Polarized fluorescence in tryptophan excited by two-photon femtosecond laser pulses

The decay of polarized fluorescence of tryptophan in water-propylene glycol solution two-photon excited by femtosecond laser pulses was explored. Linearly and circularly polarized light in the wavelength band of 385–510 nm was used for excitation. Processing of the experimental fluorescence signals as functions of time and light polarization provided an opportunity to identify two characteristic lifetimes characterizing the fluorescence intensity decay and the rotational diffusion time $\tau_{\mathrm{rot}}$. The spectral dependences of the anisotropy parameter $\Omega$ and anisotropy parameters $r$ for linearly and circularly polarized excitation have been determined.

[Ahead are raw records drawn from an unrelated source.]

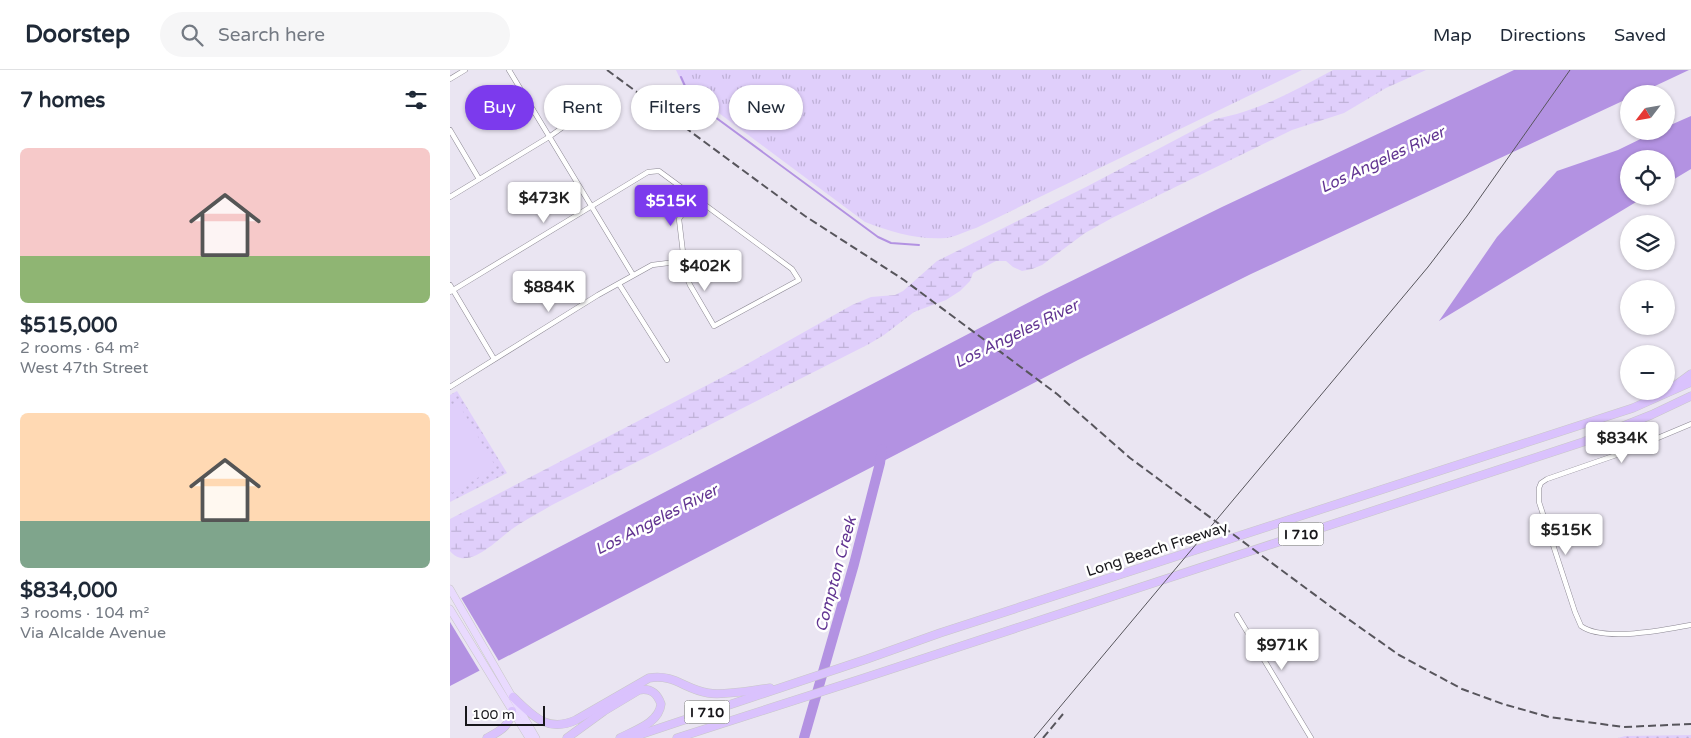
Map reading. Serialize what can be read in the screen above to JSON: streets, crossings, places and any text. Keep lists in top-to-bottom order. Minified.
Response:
{"streets":{"highway":["I 710","Long Beach Freeway"]},"water":["Los Angeles River","Compton Creek"],"scale_bar":"100 m","north":"bottom left","page":{"header":"Doorstep","search":"Search here","nav":["Map","Directions","Saved"],"heading":"7 homes","map_buttons":["+","−"],"chip":["Buy","Rent","Filters","New"],"list":[{"name":"$515,000","note":"2 rooms · 64 m² · West 47th Street"},{"name":"$834,000","note":"3 rooms · 104 m² · Via Alcalde Avenue"}],"price":["$473K","$515K","$402K","$884K","$834K","$515K","$971K"],"scale":"100 m"}}
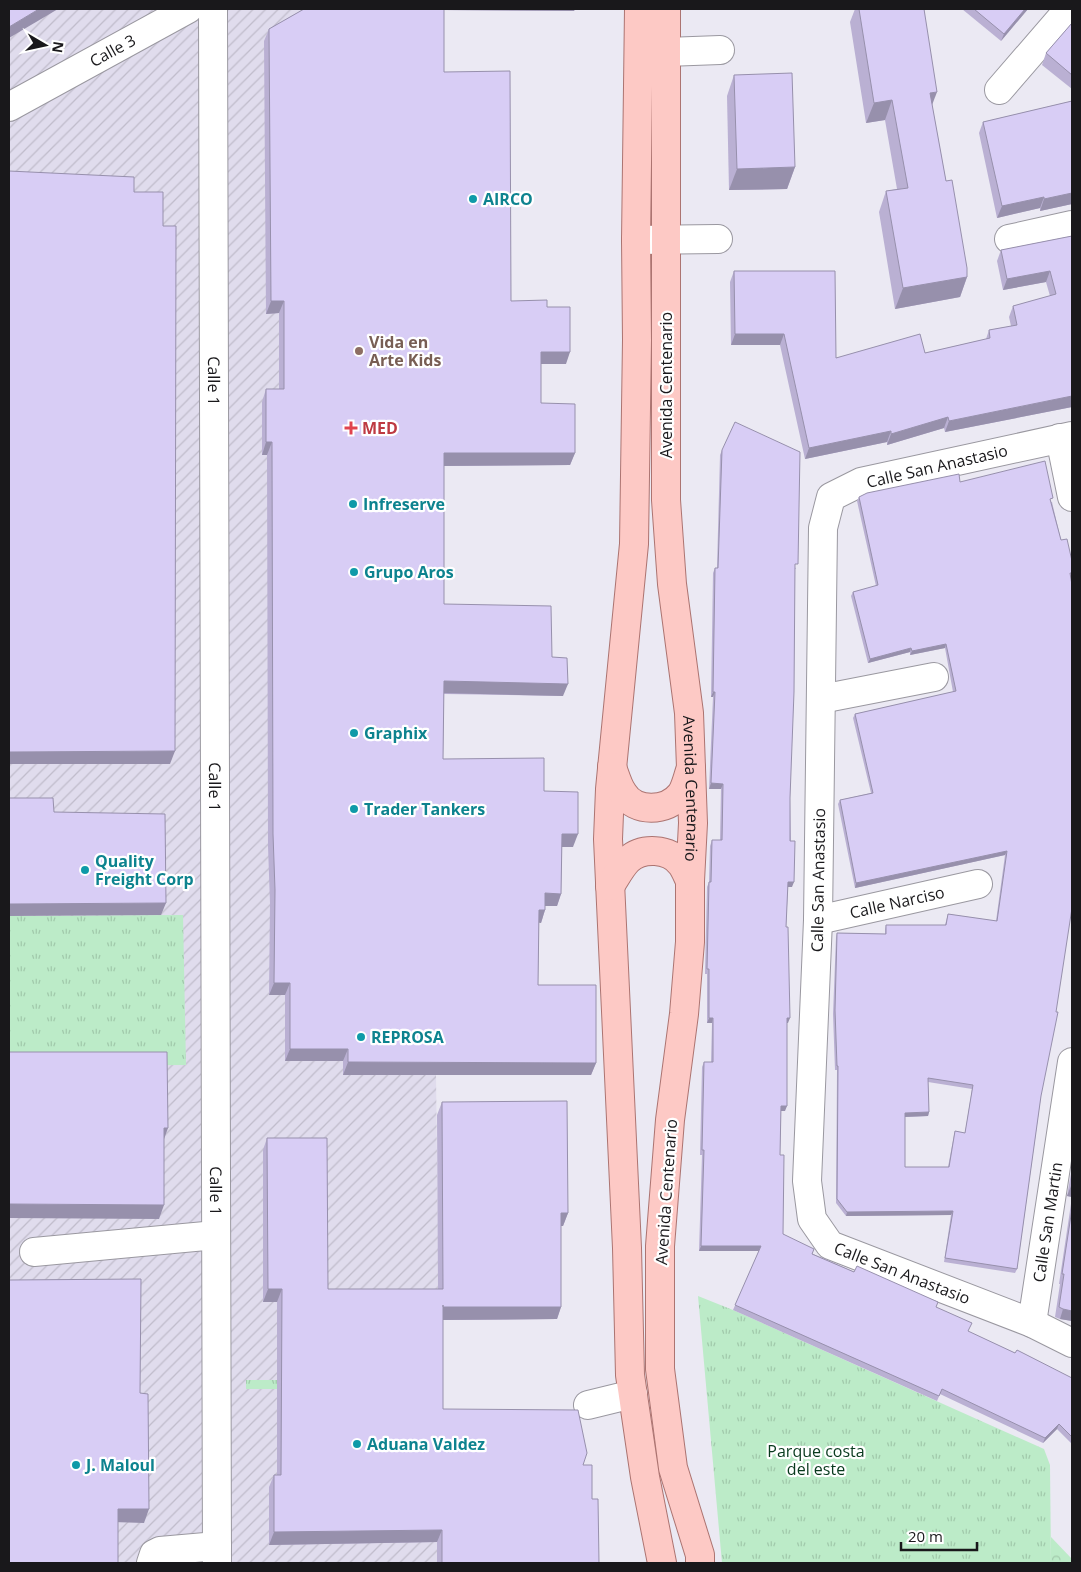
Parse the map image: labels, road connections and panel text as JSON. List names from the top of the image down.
{
  "streets": {
    "main road": ["Avenida Centenario"],
    "street": [
      "Calle 3",
      "Calle 1",
      "Calle San Anastasio",
      "Calle Narciso",
      "Calle San Martin"
    ]
  },
  "crossings": [
    ["Calle San Anastasio", "Calle Narciso"],
    ["Calle San Anastasio", "Calle San Martin"]
  ],
  "parks": ["Parque costa del este"],
  "places": {
    "other": [
      "AIRCO",
      "Vida en Arte Kids",
      "Infreserve",
      "Grupo Aros",
      "Graphix",
      "Trader Tankers",
      "Quality Freight Corp",
      "REPROSA",
      "Aduana Valdez",
      "J. Maloul"
    ],
    "health": ["MED"]
  },
  "scale_bar": "20 m",
  "north": "right"
}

It is shown that the fluorescence temporal dependence is well described by the sum of two exponents with amplitudes $a_1$ and $a_2$ and characteristic times $\tau_ {f 1}$ and $\tau_{f 2}$ at all wavelengths in the studied spectral range. The experimental dependences of parameters $\Omega$, $r$, $\tau_{f 1}$, and $a_2/a_1$ are nontrivial, which indicates the complexity of the excitation relaxation processes. The obtained results can be used for interpretation of the experiments and prove of the theoretical models describing the intensity and polarization of fluorescence of tryptophan molecules in solutions and organic compounds under optical excitation.